# What you should do
Every entry needs to appear again exactly as written below.

# Material for this task
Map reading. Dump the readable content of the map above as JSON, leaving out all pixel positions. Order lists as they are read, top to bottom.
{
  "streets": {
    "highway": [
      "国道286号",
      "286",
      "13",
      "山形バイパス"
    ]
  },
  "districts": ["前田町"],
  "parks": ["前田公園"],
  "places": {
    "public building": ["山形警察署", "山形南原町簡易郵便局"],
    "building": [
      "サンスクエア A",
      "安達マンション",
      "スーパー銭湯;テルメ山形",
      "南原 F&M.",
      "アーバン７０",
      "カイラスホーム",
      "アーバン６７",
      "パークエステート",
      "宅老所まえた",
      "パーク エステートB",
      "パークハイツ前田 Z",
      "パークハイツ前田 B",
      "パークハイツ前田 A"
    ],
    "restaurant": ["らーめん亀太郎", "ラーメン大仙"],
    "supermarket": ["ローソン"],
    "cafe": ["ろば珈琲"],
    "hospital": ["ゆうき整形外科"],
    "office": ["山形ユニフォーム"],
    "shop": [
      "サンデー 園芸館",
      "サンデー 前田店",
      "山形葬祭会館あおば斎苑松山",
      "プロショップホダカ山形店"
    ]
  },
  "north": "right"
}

# Solution below
Map reading. Dump the readable content of the map above as JSON, leaving out all pixel positions. Order lists as they are read, top to bottom.
{
  "streets": {
    "highway": [
      "国道286号",
      "286",
      "13",
      "山形バイパス"
    ]
  },
  "districts": ["前田町"],
  "parks": ["前田公園"],
  "places": {
    "public building": ["山形警察署", "山形南原町簡易郵便局"],
    "building": [
      "サンスクエア A",
      "安達マンション",
      "スーパー銭湯;テルメ山形",
      "南原 F&M.",
      "アーバン７０",
      "カイラスホーム",
      "アーバン６７",
      "パークエステート",
      "宅老所まえた",
      "パーク エステートB",
      "パークハイツ前田 Z",
      "パークハイツ前田 B",
      "パークハイツ前田 A"
    ],
    "restaurant": ["らーめん亀太郎", "ラーメン大仙"],
    "supermarket": ["ローソン"],
    "cafe": ["ろば珈琲"],
    "hospital": ["ゆうき整形外科"],
    "office": ["山形ユニフォーム"],
    "shop": [
      "サンデー 園芸館",
      "サンデー 前田店",
      "山形葬祭会館あおば斎苑松山",
      "プロショップホダカ山形店"
    ]
  },
  "north": "right"
}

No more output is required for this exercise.